→ **Activity**: Below are records; output all of them exactly.

→ **Records for the task**:

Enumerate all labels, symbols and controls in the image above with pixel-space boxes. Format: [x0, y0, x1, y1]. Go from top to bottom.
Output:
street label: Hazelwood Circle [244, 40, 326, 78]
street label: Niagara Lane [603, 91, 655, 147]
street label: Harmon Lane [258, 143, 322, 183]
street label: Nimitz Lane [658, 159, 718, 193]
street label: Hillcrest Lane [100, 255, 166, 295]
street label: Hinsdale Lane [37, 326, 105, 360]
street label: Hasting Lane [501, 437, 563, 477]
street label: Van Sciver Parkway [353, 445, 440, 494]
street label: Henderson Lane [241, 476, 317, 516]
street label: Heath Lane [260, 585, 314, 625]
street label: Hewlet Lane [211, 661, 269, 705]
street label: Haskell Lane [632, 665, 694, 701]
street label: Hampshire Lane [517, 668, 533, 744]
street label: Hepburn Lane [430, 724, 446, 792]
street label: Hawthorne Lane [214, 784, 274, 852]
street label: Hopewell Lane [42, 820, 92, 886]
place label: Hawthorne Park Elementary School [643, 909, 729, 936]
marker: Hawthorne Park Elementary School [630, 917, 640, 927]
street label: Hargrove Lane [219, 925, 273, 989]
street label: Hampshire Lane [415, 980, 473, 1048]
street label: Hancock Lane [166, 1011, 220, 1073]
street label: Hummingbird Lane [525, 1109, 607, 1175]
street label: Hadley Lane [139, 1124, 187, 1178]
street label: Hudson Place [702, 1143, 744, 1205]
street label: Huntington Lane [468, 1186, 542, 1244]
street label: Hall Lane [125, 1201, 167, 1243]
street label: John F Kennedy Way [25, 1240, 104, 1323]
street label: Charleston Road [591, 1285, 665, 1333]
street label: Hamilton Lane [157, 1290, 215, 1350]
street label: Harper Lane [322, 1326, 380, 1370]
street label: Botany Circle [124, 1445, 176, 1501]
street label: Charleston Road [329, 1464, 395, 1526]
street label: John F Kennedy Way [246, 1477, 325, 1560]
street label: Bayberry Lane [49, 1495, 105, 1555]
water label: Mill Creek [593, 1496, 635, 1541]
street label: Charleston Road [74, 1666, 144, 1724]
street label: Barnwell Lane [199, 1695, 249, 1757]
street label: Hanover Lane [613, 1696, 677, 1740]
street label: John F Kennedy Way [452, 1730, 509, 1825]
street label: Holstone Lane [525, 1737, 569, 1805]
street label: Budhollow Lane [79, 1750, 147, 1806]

→ **Answer for this exercise**:
Enumerate all labels, symbols and controls in the image above with pixel-space boxes. Format: [x0, y0, x1, y1]. Go from top to bottom.
Output:
street label: Hazelwood Circle [244, 40, 326, 78]
street label: Niagara Lane [603, 91, 655, 147]
street label: Harmon Lane [258, 143, 322, 183]
street label: Nimitz Lane [658, 159, 718, 193]
street label: Hillcrest Lane [100, 255, 166, 295]
street label: Hinsdale Lane [37, 326, 105, 360]
street label: Hasting Lane [501, 437, 563, 477]
street label: Van Sciver Parkway [353, 445, 440, 494]
street label: Henderson Lane [241, 476, 317, 516]
street label: Heath Lane [260, 585, 314, 625]
street label: Hewlet Lane [211, 661, 269, 705]
street label: Haskell Lane [632, 665, 694, 701]
street label: Hampshire Lane [517, 668, 533, 744]
street label: Hepburn Lane [430, 724, 446, 792]
street label: Hawthorne Lane [214, 784, 274, 852]
street label: Hopewell Lane [42, 820, 92, 886]
place label: Hawthorne Park Elementary School [643, 909, 729, 936]
marker: Hawthorne Park Elementary School [630, 917, 640, 927]
street label: Hargrove Lane [219, 925, 273, 989]
street label: Hampshire Lane [415, 980, 473, 1048]
street label: Hancock Lane [166, 1011, 220, 1073]
street label: Hummingbird Lane [525, 1109, 607, 1175]
street label: Hadley Lane [139, 1124, 187, 1178]
street label: Hudson Place [702, 1143, 744, 1205]
street label: Huntington Lane [468, 1186, 542, 1244]
street label: Hall Lane [125, 1201, 167, 1243]
street label: John F Kennedy Way [25, 1240, 104, 1323]
street label: Charleston Road [591, 1285, 665, 1333]
street label: Hamilton Lane [157, 1290, 215, 1350]
street label: Harper Lane [322, 1326, 380, 1370]
street label: Botany Circle [124, 1445, 176, 1501]
street label: Charleston Road [329, 1464, 395, 1526]
street label: John F Kennedy Way [246, 1477, 325, 1560]
street label: Bayberry Lane [49, 1495, 105, 1555]
water label: Mill Creek [593, 1496, 635, 1541]
street label: Charleston Road [74, 1666, 144, 1724]
street label: Barnwell Lane [199, 1695, 249, 1757]
street label: Hanover Lane [613, 1696, 677, 1740]
street label: John F Kennedy Way [452, 1730, 509, 1825]
street label: Holstone Lane [525, 1737, 569, 1805]
street label: Budhollow Lane [79, 1750, 147, 1806]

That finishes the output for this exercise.